Our documents arrived back in good shape though, and the train rumbled on towards Mongolia.

Once in Mongolia, we experienced essentially a parallel operation. It was slightly less heavily staffed, and there was only one, rather beat up looking dog, but they same basic algorithm.

It was time, after long last, to switch back to our “sun” passports, the one’s we’d last used way back when we left the UAE. We needed to enter Mongolia on these, since they contained our Chinese visas. At first the woman was skeptical.  “Where is your Russian Visa!” she demanded “Show it to me!” the librarian style silver chains that connected her glassed to her head jangling audibly.

I sheepishly produced the “moon” passport, not knowing if I was somehow breaking the law, and showed her the visa.

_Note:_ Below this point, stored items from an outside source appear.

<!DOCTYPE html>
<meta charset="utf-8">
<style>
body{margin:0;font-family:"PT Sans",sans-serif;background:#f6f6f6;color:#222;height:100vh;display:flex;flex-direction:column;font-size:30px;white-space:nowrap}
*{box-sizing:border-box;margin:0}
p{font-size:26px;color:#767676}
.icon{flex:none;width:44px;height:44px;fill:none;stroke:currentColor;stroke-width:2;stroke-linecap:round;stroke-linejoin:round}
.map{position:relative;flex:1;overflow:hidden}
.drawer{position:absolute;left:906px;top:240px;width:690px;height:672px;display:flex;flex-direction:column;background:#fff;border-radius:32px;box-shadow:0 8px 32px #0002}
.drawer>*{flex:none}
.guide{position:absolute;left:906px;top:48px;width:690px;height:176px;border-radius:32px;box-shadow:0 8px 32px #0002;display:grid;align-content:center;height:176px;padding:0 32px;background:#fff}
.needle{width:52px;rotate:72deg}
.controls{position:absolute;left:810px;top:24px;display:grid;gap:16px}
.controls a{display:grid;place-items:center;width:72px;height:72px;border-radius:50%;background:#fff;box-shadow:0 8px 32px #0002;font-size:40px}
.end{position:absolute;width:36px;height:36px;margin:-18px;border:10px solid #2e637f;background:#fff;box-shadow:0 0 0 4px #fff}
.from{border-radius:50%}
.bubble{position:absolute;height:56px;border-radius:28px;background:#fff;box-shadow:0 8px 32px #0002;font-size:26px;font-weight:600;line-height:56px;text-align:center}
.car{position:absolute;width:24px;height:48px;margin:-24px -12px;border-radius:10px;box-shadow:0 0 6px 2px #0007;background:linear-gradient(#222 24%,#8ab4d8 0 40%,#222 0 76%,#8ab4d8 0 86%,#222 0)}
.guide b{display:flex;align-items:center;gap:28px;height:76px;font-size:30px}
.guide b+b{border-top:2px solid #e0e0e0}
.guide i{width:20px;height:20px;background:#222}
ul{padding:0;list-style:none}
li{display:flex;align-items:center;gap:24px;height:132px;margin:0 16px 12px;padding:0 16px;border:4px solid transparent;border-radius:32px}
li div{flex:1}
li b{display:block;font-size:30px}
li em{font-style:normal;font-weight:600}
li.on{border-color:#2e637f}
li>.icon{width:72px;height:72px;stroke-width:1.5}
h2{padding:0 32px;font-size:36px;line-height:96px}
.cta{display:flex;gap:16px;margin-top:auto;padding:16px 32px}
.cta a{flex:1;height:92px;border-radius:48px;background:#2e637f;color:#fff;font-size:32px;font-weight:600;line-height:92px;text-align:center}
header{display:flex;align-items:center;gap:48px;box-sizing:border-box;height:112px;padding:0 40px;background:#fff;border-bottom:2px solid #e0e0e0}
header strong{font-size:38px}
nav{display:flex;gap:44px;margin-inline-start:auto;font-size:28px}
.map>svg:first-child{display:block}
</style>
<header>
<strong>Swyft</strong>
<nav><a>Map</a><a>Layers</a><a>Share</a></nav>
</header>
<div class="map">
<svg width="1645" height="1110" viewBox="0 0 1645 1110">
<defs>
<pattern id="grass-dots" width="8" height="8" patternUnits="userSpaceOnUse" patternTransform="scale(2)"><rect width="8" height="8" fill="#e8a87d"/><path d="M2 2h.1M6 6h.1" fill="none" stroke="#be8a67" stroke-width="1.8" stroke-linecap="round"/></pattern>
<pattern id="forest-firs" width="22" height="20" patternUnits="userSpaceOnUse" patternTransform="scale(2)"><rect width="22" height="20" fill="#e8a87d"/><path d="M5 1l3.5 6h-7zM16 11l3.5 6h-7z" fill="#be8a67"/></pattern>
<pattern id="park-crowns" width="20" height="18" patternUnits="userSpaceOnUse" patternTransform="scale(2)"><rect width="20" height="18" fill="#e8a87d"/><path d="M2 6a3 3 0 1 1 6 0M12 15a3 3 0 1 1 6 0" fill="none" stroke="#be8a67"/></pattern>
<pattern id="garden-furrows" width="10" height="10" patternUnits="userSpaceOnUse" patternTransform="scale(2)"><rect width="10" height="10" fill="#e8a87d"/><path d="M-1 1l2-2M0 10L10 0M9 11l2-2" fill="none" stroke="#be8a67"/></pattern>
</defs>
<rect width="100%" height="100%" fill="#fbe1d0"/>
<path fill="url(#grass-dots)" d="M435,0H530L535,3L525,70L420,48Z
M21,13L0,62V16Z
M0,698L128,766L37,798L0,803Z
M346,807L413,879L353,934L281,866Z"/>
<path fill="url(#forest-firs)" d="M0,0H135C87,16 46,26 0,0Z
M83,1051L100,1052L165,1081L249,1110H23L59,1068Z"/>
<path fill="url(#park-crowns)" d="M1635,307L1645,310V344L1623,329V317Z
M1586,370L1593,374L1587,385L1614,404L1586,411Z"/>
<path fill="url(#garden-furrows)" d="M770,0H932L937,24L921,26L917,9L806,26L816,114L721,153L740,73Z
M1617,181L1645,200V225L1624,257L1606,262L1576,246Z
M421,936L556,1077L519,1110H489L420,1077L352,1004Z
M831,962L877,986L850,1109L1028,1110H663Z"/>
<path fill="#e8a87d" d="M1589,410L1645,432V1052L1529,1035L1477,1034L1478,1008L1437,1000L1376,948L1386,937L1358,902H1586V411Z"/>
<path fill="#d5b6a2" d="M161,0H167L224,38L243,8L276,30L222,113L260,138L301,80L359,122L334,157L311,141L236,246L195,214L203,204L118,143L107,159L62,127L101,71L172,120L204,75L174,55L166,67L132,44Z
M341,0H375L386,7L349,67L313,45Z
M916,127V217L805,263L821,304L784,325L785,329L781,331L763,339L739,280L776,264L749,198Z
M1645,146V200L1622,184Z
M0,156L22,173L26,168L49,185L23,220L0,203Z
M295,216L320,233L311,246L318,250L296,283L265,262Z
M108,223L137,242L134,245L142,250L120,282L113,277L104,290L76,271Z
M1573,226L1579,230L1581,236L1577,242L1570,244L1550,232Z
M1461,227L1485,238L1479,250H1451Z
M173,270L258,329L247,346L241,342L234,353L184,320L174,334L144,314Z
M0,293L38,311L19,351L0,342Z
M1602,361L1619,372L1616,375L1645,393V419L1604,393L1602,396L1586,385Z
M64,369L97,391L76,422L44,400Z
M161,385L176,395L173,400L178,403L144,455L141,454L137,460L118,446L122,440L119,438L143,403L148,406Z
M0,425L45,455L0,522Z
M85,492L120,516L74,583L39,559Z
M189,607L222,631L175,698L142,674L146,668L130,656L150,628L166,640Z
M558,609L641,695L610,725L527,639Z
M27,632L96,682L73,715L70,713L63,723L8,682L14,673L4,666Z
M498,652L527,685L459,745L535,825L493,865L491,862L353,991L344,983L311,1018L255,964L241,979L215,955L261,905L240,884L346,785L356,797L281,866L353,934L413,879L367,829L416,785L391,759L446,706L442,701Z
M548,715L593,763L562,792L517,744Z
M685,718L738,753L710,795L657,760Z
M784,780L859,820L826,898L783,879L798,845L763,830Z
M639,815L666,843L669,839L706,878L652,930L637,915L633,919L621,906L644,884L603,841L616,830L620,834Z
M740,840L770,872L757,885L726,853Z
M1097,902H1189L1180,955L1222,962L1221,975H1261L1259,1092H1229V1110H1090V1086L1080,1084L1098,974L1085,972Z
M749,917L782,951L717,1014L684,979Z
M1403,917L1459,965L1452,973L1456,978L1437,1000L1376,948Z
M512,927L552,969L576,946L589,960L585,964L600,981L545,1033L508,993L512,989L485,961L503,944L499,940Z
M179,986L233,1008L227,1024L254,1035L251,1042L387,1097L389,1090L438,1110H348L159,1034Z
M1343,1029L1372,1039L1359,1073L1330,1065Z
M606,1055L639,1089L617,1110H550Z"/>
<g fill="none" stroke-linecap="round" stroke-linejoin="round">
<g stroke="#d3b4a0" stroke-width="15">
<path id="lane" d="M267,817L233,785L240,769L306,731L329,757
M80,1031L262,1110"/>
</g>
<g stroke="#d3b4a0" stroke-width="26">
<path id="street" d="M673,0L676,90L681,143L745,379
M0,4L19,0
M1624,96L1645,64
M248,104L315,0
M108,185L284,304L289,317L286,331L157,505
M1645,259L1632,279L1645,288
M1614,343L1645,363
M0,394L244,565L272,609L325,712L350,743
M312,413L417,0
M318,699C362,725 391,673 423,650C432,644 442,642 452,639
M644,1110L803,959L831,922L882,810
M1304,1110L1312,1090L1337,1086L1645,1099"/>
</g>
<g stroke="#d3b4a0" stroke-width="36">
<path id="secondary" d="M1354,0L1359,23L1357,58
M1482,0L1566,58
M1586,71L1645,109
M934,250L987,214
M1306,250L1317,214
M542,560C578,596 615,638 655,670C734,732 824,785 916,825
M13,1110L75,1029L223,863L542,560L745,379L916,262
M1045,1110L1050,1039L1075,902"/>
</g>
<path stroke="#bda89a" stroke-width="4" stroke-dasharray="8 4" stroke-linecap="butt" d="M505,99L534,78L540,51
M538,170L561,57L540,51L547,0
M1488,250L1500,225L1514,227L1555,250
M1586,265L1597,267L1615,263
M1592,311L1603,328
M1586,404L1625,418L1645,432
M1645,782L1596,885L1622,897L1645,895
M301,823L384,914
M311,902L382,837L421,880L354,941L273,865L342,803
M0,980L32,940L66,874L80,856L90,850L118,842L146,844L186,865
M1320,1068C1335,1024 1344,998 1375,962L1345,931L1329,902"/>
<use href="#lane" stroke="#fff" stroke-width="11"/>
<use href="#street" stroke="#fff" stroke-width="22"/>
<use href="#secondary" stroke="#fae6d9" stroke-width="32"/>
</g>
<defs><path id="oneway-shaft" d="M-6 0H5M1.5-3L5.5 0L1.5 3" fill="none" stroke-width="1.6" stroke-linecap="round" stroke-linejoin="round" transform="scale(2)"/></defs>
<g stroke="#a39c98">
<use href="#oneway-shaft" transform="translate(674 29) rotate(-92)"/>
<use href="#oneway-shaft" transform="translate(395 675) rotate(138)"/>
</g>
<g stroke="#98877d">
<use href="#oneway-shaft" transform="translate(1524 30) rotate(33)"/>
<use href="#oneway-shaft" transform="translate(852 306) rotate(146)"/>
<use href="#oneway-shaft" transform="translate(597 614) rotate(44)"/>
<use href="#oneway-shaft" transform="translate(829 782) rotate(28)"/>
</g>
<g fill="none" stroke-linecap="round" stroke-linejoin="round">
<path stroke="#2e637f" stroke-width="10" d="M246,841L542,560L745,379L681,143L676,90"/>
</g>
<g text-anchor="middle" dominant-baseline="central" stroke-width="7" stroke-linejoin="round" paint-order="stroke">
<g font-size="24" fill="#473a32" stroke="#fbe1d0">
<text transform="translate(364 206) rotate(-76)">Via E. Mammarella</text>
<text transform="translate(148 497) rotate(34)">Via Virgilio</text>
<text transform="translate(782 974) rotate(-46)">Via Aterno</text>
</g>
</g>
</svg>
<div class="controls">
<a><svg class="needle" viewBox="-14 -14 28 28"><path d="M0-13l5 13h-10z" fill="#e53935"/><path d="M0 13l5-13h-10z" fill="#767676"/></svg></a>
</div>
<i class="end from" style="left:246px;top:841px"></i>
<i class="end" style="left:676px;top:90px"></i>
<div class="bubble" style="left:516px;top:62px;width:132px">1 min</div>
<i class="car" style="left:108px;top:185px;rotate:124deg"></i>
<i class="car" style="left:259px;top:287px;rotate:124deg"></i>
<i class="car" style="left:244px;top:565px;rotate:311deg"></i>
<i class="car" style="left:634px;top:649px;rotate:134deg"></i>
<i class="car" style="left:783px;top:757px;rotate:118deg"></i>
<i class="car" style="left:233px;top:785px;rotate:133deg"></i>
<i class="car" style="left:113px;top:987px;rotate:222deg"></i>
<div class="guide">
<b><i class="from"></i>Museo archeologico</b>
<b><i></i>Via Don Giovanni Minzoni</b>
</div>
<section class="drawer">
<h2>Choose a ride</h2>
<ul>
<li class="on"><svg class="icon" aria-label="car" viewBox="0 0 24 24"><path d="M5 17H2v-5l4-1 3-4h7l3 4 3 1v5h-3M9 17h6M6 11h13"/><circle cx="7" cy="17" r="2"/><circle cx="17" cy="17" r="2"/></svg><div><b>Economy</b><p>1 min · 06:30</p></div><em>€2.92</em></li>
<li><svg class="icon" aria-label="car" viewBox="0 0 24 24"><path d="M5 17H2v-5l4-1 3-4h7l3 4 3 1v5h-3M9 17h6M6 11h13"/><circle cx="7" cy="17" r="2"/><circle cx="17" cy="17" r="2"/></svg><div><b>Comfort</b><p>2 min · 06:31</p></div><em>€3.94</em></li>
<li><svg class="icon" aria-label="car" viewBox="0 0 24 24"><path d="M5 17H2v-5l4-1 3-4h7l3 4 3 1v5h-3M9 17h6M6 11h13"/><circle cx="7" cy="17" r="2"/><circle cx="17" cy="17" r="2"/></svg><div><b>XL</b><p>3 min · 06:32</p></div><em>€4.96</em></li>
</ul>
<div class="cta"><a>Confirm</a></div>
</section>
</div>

She scrutinized it for a while as I blabbered on trying to explain that we needed to enter Mongolia on the passport that she had, and why we might legitimately have two passports to begin with. Finally with a snort and a whinny, she gave the “moon” book back to me and headed on down the car.

Great Success!

From there we continued to roll on towards Ulaanbaatar, through a Mongolia which I found to be much greener than I had ever suspected. Mongolia was downright lush in some parts.

While the train rumbled on, the Dutch women were teaching Scott some words in their mother tongue, in between rounds of insane Dutch scrabble (J’s are worth very few points). Meanwhile, I wandered off to the end of the train and played the ukulele, longing for a little more Siberia.